The company is small and young, they are trying to build a product, after the first release, and they receive many "project" requests from almost every new opportunity coming in to them. The team end up throwing the Scrum out of the windows to fulfill every single request for each project. They are adding on technical debts and have no time to clear the debt.
Does this sound familiar to you if you are in a small software start-up? Balancing between product development and business development is a tough game. On one hand you are consciously aware that you should not turn your company into a System Integrator where every deal is a project and required significant modification to your product.

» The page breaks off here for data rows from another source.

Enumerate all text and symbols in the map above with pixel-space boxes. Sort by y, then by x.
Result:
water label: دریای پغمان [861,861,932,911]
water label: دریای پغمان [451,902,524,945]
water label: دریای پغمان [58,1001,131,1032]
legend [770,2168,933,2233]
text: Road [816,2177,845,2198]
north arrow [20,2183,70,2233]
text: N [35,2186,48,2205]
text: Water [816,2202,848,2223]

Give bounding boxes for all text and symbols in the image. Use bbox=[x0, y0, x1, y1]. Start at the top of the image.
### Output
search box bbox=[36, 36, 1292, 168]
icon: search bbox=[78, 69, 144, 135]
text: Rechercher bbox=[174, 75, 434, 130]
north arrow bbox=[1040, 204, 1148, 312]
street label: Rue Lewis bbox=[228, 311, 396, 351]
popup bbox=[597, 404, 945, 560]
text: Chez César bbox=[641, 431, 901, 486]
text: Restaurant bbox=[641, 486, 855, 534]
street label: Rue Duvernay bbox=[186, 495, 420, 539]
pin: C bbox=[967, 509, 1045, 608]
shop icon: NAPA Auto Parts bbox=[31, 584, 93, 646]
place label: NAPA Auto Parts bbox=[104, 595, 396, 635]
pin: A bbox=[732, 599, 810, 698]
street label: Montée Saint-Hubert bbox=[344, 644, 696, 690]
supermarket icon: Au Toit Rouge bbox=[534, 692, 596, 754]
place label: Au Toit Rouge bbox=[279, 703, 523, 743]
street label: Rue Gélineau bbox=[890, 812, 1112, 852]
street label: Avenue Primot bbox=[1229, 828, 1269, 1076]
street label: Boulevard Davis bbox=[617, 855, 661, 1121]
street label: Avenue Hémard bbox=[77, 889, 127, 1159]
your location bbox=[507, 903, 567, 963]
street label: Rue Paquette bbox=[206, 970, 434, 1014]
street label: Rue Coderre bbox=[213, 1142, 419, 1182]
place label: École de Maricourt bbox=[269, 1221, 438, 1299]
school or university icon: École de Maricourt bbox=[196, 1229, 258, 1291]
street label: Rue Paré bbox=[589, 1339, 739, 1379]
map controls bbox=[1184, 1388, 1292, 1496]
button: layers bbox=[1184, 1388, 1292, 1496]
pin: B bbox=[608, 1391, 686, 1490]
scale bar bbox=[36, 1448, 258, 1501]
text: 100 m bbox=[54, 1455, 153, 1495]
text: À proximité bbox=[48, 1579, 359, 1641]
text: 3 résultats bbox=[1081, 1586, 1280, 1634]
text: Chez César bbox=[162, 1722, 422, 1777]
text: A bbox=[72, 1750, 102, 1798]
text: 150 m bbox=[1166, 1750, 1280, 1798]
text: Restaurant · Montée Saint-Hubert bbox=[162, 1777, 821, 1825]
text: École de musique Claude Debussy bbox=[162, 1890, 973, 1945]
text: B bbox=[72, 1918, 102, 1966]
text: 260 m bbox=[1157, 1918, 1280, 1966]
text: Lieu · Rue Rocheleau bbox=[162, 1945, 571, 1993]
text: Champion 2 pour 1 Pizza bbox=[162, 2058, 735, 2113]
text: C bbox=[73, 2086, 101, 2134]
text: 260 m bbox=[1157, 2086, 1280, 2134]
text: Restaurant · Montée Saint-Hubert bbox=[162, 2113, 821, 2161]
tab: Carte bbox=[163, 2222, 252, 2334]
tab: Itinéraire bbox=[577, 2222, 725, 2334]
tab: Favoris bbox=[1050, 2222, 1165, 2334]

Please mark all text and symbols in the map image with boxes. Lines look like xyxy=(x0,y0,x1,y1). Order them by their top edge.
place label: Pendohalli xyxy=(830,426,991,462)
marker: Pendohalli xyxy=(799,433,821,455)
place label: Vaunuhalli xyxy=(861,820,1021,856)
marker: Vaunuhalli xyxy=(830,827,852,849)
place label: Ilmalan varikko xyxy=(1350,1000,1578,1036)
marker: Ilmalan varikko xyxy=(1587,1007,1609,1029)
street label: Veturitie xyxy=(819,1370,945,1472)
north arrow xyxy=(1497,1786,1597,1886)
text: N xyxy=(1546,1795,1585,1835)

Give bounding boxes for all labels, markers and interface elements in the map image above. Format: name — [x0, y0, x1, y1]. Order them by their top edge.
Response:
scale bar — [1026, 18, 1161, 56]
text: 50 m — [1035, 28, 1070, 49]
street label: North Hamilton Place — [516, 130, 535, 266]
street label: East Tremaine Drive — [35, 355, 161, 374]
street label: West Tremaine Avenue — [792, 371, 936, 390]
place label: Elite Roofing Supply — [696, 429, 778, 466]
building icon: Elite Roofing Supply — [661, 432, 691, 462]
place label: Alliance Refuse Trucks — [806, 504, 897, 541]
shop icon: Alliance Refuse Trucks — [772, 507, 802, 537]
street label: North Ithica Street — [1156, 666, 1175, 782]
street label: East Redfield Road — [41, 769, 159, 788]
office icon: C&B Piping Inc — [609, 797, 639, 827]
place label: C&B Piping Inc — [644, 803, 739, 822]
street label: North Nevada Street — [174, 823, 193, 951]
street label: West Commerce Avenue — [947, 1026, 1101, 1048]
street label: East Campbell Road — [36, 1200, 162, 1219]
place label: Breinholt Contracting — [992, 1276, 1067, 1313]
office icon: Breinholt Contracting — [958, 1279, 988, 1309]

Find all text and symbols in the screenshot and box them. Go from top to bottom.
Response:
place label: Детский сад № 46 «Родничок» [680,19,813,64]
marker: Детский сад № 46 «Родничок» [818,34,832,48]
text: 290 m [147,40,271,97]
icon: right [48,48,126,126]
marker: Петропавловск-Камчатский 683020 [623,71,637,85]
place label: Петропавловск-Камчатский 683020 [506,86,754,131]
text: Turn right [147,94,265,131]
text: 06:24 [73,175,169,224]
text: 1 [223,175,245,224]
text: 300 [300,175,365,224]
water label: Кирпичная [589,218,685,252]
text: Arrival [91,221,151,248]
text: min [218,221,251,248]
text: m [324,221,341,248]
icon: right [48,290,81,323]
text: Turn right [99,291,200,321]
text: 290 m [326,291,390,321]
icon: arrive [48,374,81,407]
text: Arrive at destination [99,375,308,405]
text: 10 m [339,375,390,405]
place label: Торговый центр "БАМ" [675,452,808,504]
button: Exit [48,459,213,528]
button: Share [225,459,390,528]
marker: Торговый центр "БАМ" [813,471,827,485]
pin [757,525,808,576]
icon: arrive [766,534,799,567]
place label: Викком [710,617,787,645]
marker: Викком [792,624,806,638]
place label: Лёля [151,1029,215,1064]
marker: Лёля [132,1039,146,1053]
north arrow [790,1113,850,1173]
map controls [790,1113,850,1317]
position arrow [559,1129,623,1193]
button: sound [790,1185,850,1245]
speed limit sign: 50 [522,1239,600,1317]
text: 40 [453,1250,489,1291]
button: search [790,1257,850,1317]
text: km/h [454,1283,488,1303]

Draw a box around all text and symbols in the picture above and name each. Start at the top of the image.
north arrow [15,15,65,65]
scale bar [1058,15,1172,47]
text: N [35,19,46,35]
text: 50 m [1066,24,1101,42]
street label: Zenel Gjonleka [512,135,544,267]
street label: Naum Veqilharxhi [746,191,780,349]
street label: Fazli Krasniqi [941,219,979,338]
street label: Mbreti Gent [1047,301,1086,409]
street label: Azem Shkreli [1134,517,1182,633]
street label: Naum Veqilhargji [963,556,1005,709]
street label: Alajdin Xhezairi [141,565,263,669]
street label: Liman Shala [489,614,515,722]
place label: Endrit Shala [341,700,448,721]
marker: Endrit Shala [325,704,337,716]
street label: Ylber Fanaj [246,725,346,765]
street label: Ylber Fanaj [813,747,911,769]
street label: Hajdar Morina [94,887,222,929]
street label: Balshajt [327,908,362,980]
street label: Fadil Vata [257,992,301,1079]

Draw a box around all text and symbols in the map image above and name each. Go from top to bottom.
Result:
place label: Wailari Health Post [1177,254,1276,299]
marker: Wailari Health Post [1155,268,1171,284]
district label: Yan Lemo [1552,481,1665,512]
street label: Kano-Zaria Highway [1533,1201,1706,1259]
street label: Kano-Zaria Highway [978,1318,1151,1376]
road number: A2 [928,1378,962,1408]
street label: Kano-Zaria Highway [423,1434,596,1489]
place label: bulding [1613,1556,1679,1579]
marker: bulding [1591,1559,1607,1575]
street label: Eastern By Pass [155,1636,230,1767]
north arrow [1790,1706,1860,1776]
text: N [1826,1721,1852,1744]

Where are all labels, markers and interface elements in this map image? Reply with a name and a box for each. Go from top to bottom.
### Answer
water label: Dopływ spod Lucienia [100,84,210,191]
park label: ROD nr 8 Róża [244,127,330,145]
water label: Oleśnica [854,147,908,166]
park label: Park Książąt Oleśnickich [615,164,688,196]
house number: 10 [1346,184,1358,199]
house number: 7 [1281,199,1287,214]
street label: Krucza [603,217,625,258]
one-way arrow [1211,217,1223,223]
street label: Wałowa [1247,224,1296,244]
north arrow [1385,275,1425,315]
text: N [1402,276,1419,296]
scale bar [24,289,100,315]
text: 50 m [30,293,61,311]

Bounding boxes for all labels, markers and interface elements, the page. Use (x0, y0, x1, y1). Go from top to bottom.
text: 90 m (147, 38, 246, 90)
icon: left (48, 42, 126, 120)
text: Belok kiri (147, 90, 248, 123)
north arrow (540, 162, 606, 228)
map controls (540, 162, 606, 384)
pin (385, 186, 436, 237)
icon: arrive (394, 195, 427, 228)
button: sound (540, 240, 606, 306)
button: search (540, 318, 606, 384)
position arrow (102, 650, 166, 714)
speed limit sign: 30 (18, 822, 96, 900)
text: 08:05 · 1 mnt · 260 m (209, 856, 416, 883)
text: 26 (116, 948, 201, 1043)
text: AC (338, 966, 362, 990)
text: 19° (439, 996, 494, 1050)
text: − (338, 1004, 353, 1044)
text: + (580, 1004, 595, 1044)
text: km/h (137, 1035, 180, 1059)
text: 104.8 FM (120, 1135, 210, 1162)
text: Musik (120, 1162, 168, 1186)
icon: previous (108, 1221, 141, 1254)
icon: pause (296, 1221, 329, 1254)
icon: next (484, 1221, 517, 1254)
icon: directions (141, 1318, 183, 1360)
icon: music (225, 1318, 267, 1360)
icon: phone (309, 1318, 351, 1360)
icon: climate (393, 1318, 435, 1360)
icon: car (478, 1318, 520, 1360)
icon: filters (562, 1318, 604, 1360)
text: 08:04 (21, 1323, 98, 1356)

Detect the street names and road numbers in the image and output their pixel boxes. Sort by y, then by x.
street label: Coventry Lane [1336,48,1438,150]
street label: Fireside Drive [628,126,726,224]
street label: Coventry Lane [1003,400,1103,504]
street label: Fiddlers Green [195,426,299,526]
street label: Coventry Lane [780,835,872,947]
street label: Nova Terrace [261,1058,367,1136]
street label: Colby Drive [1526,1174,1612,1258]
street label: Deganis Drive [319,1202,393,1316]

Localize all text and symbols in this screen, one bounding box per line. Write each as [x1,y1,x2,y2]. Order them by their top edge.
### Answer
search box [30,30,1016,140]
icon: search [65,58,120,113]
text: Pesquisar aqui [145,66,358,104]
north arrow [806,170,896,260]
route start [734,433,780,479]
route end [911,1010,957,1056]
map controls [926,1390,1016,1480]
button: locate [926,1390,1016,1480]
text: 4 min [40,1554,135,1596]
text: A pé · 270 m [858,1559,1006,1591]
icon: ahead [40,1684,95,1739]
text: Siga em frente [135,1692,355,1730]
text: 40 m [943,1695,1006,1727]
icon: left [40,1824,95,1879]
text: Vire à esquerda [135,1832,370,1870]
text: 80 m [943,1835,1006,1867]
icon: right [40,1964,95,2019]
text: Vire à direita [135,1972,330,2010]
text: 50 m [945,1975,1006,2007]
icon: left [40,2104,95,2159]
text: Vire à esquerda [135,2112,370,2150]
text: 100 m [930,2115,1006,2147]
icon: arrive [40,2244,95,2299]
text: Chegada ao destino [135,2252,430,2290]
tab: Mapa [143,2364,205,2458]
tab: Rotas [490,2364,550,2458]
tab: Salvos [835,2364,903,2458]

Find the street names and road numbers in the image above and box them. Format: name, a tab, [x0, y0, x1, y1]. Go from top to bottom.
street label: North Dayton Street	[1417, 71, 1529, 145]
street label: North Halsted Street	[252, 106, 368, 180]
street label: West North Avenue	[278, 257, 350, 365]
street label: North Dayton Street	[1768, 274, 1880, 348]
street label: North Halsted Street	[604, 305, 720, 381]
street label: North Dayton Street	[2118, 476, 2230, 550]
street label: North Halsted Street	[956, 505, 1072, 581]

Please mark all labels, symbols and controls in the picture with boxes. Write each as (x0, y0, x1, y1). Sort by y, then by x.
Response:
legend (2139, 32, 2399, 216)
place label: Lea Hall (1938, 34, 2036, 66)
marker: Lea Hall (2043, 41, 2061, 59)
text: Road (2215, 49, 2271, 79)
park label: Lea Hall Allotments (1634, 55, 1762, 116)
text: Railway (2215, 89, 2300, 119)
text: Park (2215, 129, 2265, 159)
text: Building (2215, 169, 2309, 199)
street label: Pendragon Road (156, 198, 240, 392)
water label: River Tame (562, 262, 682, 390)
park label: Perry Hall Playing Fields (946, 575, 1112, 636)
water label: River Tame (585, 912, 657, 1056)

You know that you are not charging the customer using the System Integrator rate, and you are fully aware that you will be forced to maintain separate code base for each "project". Hence the maintenance cost is much higher compare to normal product sales. However, you are desperate to have some reference account to kick start your business. What could you do?
Could we treat the project Change Request (CR) the same way as we treated the support request? In normal Scrum project, I will reduce the capacity of the team to take on new items from product backlog after the release. For example, I will only cater say, 70% of the team capacity (base on average velocity from previous sprints in Release 1) for task allocation in 1st sprint of Release 2. I will communicate with the Product Owner that the remaining 30% will be reserved for support activities. However, rest assure that the team will not stay idle should there have no support requirement. As a standard Scrum practices, team will continue to work on user stories on the next sprint if they had completed earlier for the current sprint.
In this scenario, I will make every CR for projects into a support ticket. In this case, they will go through the investigation phase, appear in the product backlog and etc. The Product Owner should then take those support case into their product design consideration just like any other support request.